⟨

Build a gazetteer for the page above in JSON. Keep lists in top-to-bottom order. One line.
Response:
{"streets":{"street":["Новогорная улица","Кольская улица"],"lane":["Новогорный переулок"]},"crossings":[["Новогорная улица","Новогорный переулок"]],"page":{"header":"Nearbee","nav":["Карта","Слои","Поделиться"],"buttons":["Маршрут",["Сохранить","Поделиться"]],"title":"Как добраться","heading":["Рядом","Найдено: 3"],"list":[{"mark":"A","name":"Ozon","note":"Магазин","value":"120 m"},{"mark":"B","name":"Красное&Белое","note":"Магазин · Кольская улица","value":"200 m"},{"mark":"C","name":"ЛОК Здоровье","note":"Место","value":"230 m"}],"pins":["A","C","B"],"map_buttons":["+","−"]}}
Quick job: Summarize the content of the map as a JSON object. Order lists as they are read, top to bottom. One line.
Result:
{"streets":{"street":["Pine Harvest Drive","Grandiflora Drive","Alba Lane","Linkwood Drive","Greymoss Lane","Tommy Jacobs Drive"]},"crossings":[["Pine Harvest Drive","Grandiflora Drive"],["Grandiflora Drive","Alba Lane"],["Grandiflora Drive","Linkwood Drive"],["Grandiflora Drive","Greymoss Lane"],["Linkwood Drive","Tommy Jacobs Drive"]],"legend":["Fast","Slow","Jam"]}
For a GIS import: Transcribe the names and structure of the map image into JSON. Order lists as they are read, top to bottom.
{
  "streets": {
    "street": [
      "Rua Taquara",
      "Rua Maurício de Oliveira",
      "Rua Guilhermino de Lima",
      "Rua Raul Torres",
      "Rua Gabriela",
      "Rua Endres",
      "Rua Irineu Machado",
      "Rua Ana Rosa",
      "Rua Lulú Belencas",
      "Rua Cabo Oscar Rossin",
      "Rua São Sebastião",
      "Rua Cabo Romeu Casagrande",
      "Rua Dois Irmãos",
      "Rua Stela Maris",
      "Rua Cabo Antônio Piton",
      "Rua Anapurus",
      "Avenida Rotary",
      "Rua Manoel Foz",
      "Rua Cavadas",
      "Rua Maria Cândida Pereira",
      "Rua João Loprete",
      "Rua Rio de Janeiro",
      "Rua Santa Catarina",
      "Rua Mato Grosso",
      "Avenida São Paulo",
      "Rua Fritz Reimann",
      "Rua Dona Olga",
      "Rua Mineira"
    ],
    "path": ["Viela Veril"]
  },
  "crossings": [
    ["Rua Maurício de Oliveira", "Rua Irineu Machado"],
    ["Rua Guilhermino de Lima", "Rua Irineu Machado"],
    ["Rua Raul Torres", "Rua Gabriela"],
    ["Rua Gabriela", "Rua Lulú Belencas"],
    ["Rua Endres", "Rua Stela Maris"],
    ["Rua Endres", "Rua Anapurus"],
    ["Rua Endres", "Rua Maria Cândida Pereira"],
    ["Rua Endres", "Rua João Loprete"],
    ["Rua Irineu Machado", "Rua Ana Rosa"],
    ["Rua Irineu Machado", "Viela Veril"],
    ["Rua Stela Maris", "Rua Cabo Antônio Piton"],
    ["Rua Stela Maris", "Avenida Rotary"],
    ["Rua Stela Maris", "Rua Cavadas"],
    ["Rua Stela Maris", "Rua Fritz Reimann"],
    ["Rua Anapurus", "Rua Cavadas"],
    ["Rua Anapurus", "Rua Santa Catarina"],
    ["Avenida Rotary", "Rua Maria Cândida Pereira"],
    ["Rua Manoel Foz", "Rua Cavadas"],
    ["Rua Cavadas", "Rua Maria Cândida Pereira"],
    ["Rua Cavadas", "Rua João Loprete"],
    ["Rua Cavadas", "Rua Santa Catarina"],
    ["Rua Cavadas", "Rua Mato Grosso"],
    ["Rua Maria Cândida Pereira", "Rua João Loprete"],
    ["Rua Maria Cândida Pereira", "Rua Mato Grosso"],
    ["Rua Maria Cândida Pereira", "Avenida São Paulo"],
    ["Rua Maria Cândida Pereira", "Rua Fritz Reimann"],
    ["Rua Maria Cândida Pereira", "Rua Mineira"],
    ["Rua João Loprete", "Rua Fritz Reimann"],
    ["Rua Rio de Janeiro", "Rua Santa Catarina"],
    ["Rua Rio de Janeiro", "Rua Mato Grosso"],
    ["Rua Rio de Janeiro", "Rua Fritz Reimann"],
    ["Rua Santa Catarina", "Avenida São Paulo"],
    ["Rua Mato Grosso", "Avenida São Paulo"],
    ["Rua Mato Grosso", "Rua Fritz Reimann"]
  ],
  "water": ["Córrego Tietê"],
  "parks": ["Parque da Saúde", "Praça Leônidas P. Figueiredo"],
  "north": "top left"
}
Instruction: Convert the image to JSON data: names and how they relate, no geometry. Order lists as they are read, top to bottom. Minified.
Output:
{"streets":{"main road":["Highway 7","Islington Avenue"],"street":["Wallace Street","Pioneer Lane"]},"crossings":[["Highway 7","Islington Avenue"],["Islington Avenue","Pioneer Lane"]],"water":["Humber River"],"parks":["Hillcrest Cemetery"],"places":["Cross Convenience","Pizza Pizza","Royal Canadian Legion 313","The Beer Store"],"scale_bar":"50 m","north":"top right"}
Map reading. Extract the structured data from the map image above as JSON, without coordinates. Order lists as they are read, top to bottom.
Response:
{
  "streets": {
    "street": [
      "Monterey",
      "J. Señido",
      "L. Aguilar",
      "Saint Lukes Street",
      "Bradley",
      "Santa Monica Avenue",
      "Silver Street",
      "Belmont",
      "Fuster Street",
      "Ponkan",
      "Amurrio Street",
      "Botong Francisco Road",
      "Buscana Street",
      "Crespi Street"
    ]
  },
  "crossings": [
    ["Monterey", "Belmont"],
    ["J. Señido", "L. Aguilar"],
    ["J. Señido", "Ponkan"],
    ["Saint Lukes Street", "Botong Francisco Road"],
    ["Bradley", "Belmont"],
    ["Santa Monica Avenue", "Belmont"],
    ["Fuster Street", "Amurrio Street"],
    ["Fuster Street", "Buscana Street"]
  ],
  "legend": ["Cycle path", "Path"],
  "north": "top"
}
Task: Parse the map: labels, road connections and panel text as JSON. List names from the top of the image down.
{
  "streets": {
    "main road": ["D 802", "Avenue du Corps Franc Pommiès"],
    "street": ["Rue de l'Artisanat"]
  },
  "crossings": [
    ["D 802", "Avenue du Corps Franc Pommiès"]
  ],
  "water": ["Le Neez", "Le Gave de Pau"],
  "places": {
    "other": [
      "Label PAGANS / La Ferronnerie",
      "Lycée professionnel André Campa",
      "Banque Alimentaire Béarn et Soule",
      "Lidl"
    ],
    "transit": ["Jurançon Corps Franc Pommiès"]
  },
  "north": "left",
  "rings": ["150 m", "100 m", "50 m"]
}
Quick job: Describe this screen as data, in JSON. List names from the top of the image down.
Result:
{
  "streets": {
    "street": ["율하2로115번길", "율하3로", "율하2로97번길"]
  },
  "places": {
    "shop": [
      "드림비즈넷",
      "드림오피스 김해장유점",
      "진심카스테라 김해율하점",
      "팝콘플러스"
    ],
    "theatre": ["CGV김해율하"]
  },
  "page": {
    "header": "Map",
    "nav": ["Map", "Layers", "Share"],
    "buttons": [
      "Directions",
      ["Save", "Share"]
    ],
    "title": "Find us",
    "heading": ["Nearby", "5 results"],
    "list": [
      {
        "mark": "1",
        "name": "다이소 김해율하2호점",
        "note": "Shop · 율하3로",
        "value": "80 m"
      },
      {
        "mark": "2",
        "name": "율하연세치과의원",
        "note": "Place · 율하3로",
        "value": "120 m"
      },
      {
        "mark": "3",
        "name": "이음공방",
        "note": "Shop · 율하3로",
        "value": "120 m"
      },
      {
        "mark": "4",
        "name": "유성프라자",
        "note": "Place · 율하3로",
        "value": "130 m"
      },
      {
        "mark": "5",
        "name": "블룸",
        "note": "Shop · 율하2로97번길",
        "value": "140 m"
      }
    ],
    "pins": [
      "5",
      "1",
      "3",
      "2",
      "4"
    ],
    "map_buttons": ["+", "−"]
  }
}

⟩

TASK DIRECTIONS ▸ Write out word for word every line from the one containing "Quick job: Describe" through the last line of the data, and no other line.

EXERCISE ANSWER ▸
Quick job: Describe this screen as data, in JSON. List names from the top of the image down.
Result:
{
  "streets": {
    "street": ["율하2로115번길", "율하3로", "율하2로97번길"]
  },
  "places": {
    "shop": [
      "드림비즈넷",
      "드림오피스 김해장유점",
      "진심카스테라 김해율하점",
      "팝콘플러스"
    ],
    "theatre": ["CGV김해율하"]
  },
  "page": {
    "header": "Map",
    "nav": ["Map", "Layers", "Share"],
    "buttons": [
      "Directions",
      ["Save", "Share"]
    ],
    "title": "Find us",
    "heading": ["Nearby", "5 results"],
    "list": [
      {
        "mark": "1",
        "name": "다이소 김해율하2호점",
        "note": "Shop · 율하3로",
        "value": "80 m"
      },
      {
        "mark": "2",
        "name": "율하연세치과의원",
        "note": "Place · 율하3로",
        "value": "120 m"
      },
      {
        "mark": "3",
        "name": "이음공방",
        "note": "Shop · 율하3로",
        "value": "120 m"
      },
      {
        "mark": "4",
        "name": "유성프라자",
        "note": "Place · 율하3로",
        "value": "130 m"
      },
      {
        "mark": "5",
        "name": "블룸",
        "note": "Shop · 율하2로97번길",
        "value": "140 m"
      }
    ],
    "pins": [
      "5",
      "1",
      "3",
      "2",
      "4"
    ],
    "map_buttons": ["+", "−"]
  }
}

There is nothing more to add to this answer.